(Items from a dataset)

━━━━

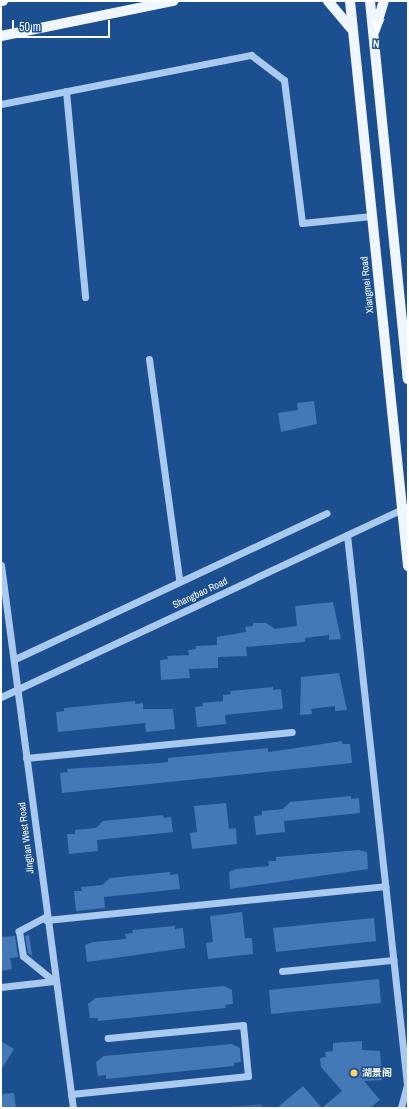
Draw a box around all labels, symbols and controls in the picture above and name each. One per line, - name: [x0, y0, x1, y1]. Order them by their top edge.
- scale bar: [14, 12, 112, 38]
- north arrow: [357, 12, 397, 52]
- text: 50 m: [19, 19, 41, 35]
- text: N: [372, 37, 380, 51]
- street label: Xiangmei Road: [358, 256, 376, 314]
- street label: Shangbao Road: [171, 575, 229, 611]
- street label: Jingtian West Road: [16, 802, 36, 874]
- place label: 湖景阁: [362, 1067, 392, 1079]
- marker: 湖景阁: [349, 1068, 359, 1078]

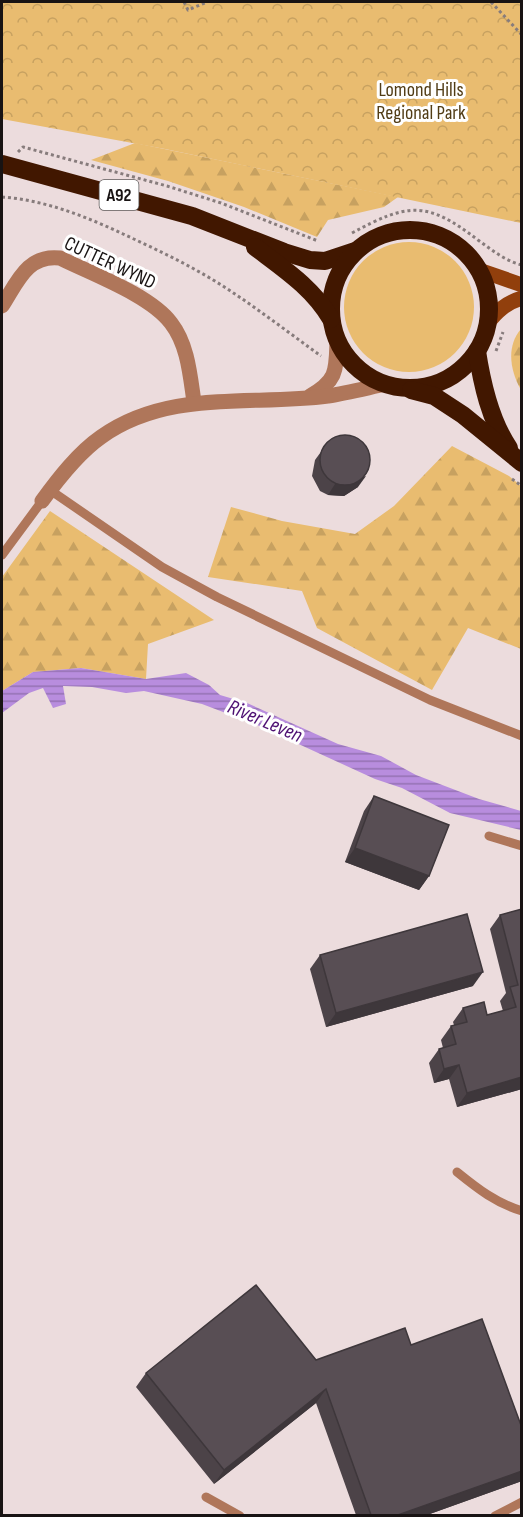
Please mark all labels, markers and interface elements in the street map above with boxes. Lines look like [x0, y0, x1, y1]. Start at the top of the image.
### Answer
park label: Lomond Hills Regional Park [376, 78, 466, 125]
road number: A92 [100, 180, 138, 210]
street label: CUTTER WYND [60, 231, 160, 295]
water label: River Leven [224, 694, 306, 748]

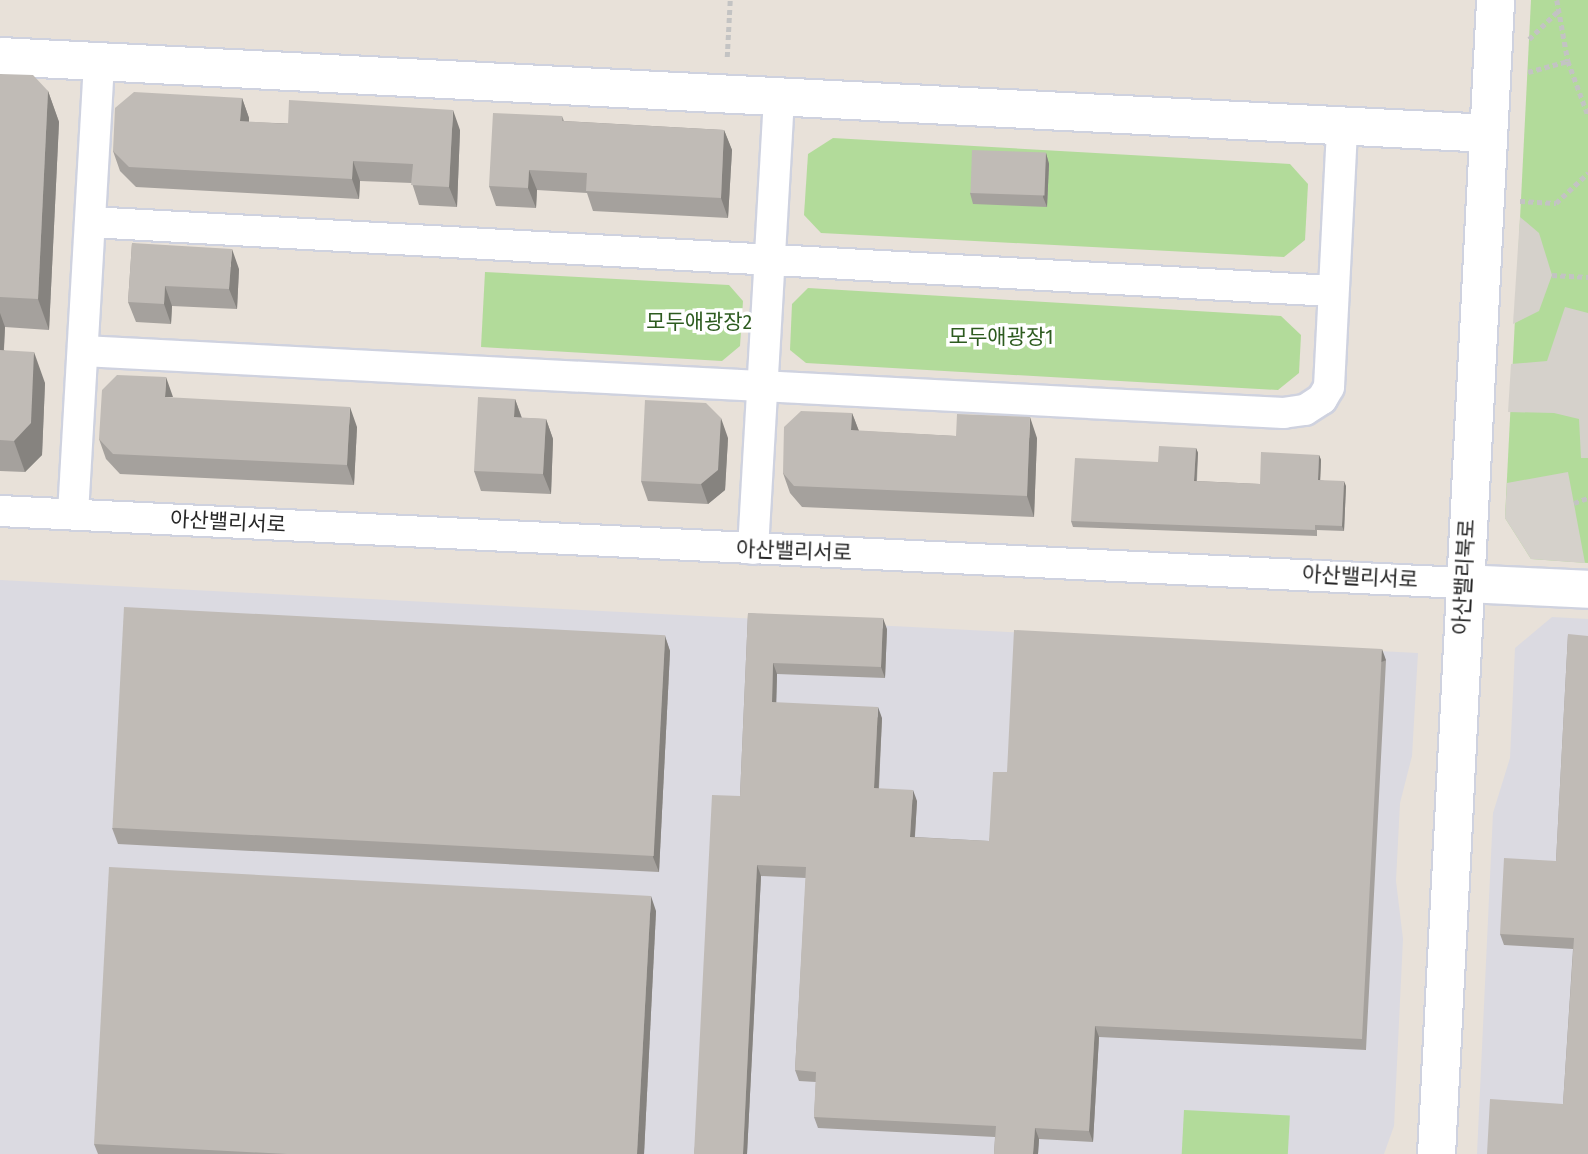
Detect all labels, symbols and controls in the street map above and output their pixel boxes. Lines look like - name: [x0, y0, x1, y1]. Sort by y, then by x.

━━━━

● PROBLEM REQUIREMENTS
Extract each line holding the word "boxes" from the records.

● RESULT OF THE EXERCISE
Please mark all labels, markers and interface elements in the street map above with boxes. Lines look like [x0, y0, x1, y1]. Start at the top of the image.
Detect all labels, symbols and controls in the street map above and output their pixel boxes. Lines look like - name: [x0, y0, x1, y1]. Sort by y, then by x.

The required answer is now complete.